BACKGROUND: Atrial fibrillation (AF) is the most common cardiac dysrhythmia and contributes significantly to health care expenditures. We sought to assess the frequency and predictors of hospitalization in patients with AF.

METHODS: The ORBIT-AF registry is a prospective, observational study of outpatients with AF enrolled from June 29, 2010, to August 9, 2011. The current analysis included 9,484 participants with 1-year follow-up.

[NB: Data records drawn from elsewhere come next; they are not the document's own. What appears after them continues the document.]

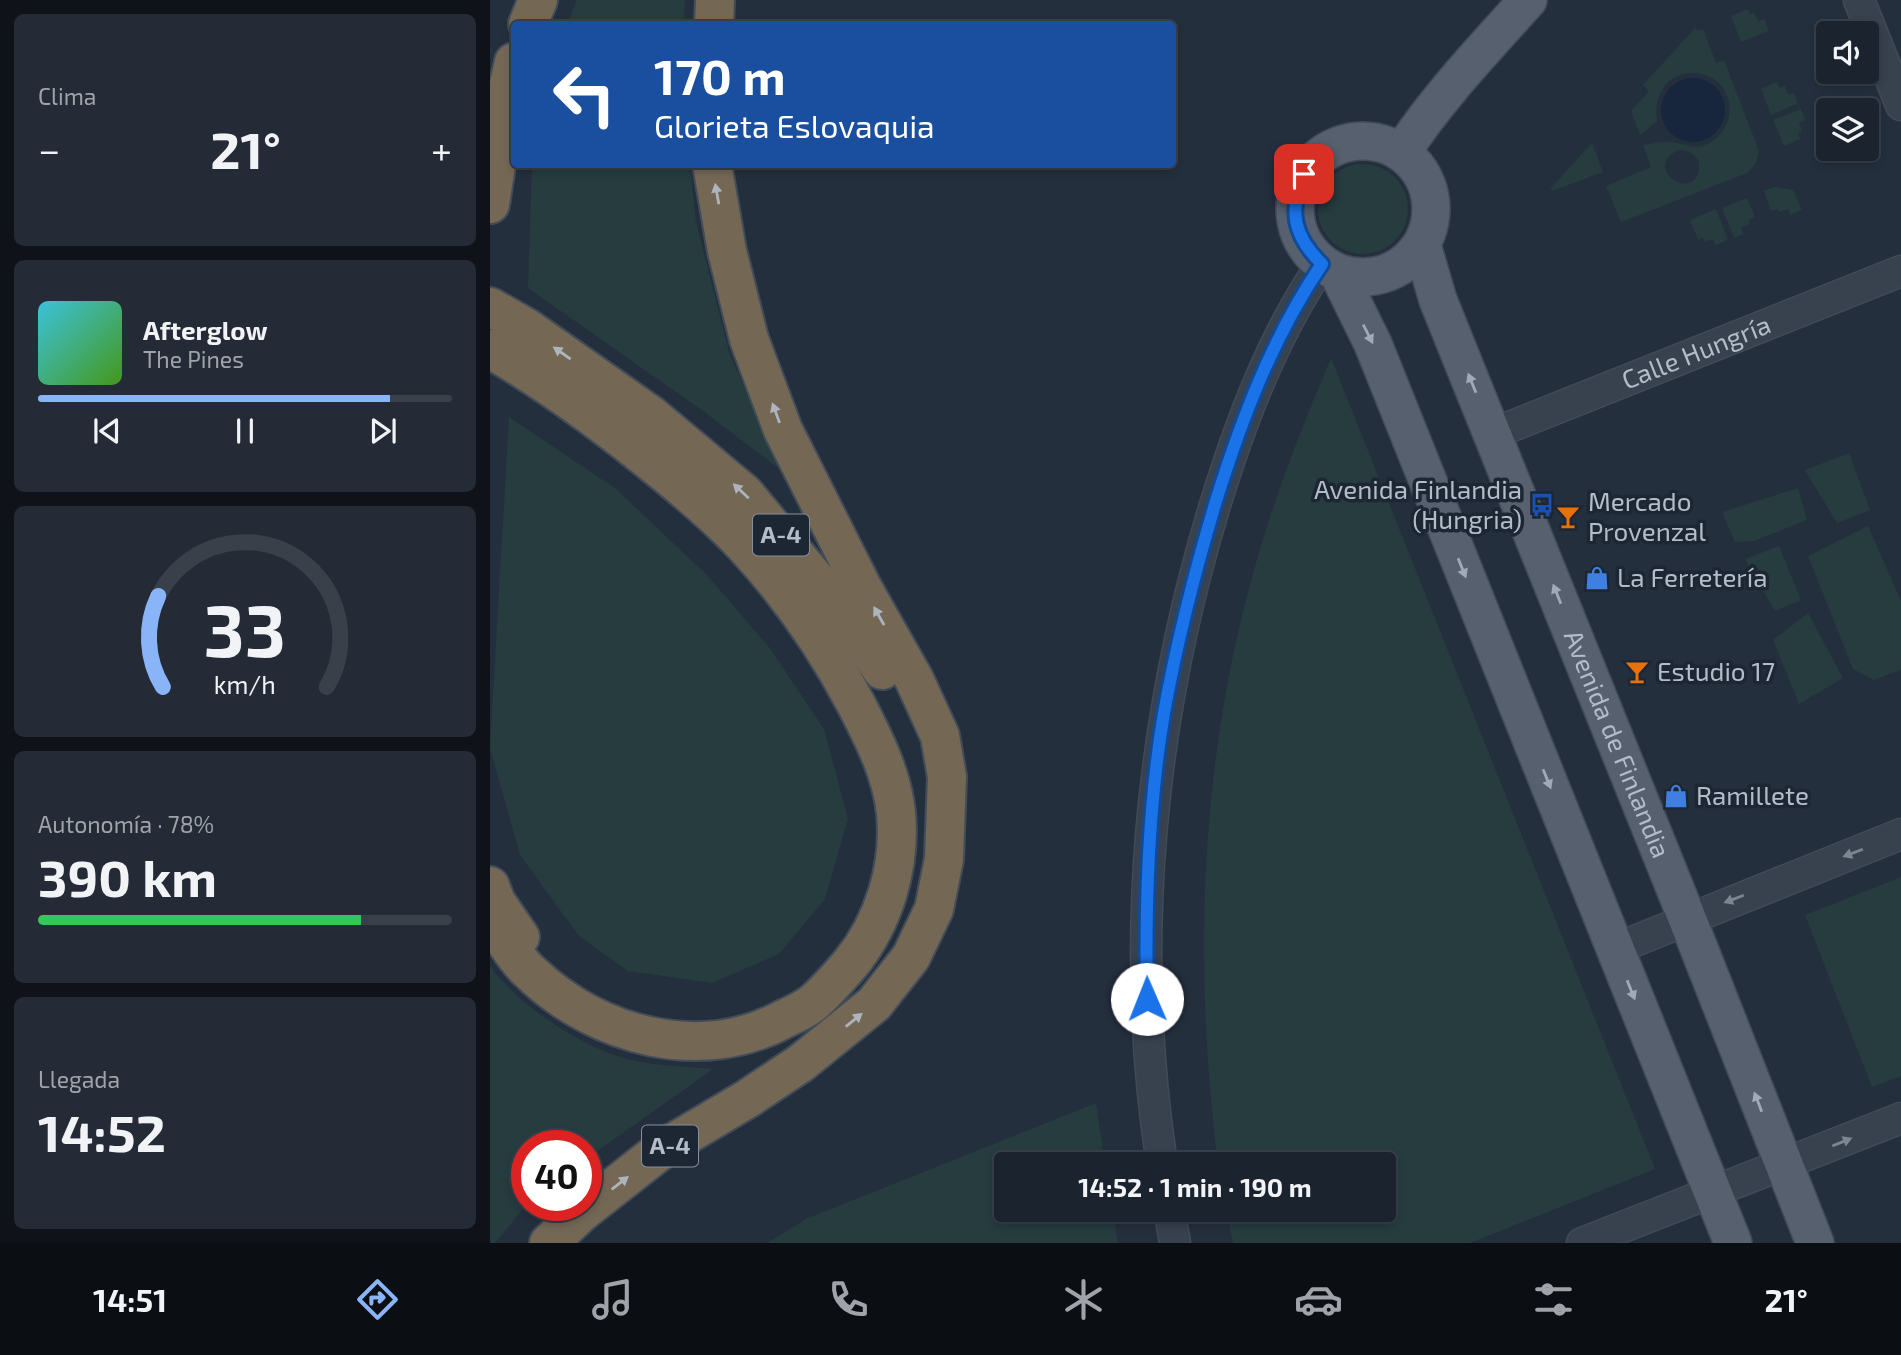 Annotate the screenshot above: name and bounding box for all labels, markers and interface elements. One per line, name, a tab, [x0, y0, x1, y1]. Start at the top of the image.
map controls	[1816, 21, 1879, 161]
button: sound	[1816, 21, 1879, 84]
text: 170 m	[654, 46, 786, 105]
icon: left	[539, 49, 630, 140]
text: Clima	[38, 82, 96, 110]
button: layers	[1816, 98, 1879, 161]
text: Glorieta Eslovaquia	[654, 106, 935, 144]
text: 21°	[210, 117, 281, 179]
text: −	[38, 126, 60, 172]
text: +	[431, 126, 452, 172]
pin	[1274, 144, 1334, 204]
icon: arrive	[1285, 155, 1323, 193]
one-way arrow	[711, 183, 722, 205]
street label: Calle Hungría	[1617, 308, 1775, 395]
text: Afterglow	[143, 314, 268, 345]
one-way arrow	[1362, 324, 1373, 344]
text: The Pines	[143, 345, 244, 373]
one-way arrow	[553, 346, 571, 360]
one-way arrow	[1466, 373, 1477, 394]
one-way arrow	[770, 403, 781, 424]
icon: previous	[88, 412, 126, 450]
icon: pause	[226, 412, 264, 450]
icon: next	[364, 412, 402, 450]
place label: Avenida Finlandia (Hungria)	[1314, 473, 1522, 534]
one-way arrow	[733, 483, 750, 500]
place label: Mercado Provenzal	[1588, 485, 1706, 546]
bus stop icon: Avenida Finlandia (Hungria)	[1528, 491, 1556, 519]
bar icon: Mercado Provenzal	[1554, 503, 1582, 531]
road number: A-4	[753, 514, 809, 556]
one-way arrow	[1457, 557, 1468, 578]
place label: La Ferretería	[1617, 561, 1768, 592]
shop icon: La Ferretería	[1583, 564, 1611, 592]
one-way arrow	[1551, 584, 1562, 605]
text: 33	[204, 585, 286, 673]
one-way arrow	[873, 606, 885, 626]
street label: Avenida de Finlandia	[1559, 625, 1678, 862]
place label: Estudio 17	[1657, 655, 1775, 686]
bar icon: Estudio 17	[1623, 658, 1651, 686]
text: km/h	[214, 669, 276, 699]
one-way arrow	[1541, 768, 1552, 789]
place label: Ramillete	[1696, 779, 1809, 810]
shop icon: Ramillete	[1662, 782, 1690, 810]
text: Autonomía · 78%	[38, 810, 214, 838]
text: 390 km	[38, 845, 217, 907]
one-way arrow	[1842, 847, 1863, 858]
one-way arrow	[1723, 894, 1744, 905]
position arrow	[1110, 962, 1184, 1036]
one-way arrow	[1626, 979, 1637, 1000]
one-way arrow	[845, 1014, 863, 1028]
text: Llegada	[38, 1065, 120, 1093]
one-way arrow	[1753, 1091, 1764, 1112]
text: 14:52	[38, 1100, 166, 1162]
road number: A-4	[642, 1126, 698, 1166]
speed limit sign: 40	[511, 1130, 602, 1221]
one-way arrow	[1832, 1136, 1853, 1147]
text: 14:52 · 1 min · 190 m	[1078, 1171, 1312, 1202]
one-way arrow	[610, 1175, 628, 1190]
icon: directions	[353, 1275, 402, 1324]
icon: music	[588, 1275, 637, 1324]
icon: phone	[824, 1275, 873, 1324]
icon: climate	[1059, 1275, 1108, 1324]
icon: car	[1294, 1275, 1343, 1324]
icon: filters	[1529, 1275, 1578, 1324]
text: 14:51	[93, 1280, 167, 1318]
text: 21°	[1764, 1280, 1808, 1318]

Multivariable, logistic regression was used to identify baseline characteristics that were associated with first cause-specific hospitalization.

RESULTS: Overall, 31% of patients with AF studied (n = 2,963) had 1 or more hospitalizations per year and 10% (n = 983) had 2 or more. The most common hospitalization cause was cardiovascular (20 per 100 patient-years vs 3.3 bleeding vs 17 noncardiovascular, nonbleeding). Compared with those not hospitalized, hospitalized patients were more likely to have concomitant heart failure (42% vs 28%, P < .0001), higher mean CHADS2 (1 point for congestive heart failure, hypertension, age ≥75, or diabetes; 2 points for prior stroke or transient ischemic attack) scores (2.5 vs 2.2, P < .0001), and more symptoms (baseline European Heart Rhythm Association class severe symptoms 18% vs 13%, P < .0001). In multivariable analysis, heart failure (adjusted hazard ratio [HR] 1.57 for New York Heart Association III/IV vs none, P < .0001), heart rate at baseline (adjusted HR 1.11 per 10-beats/min increase >66, P < .0001), and AF symptom class (adjusted HR 1.37 for European Heart Rhythm Association severe vs none, P < .0001) were the major predictors of incident hospitalization.

CONCLUSIONS: Hospitalization is common in outpatients with AF and is independently predicted by heart failure and AF symptoms. Improved symptom control, rate control, and comorbid condition management should be evaluated as strategies to reduce health care use in these patients.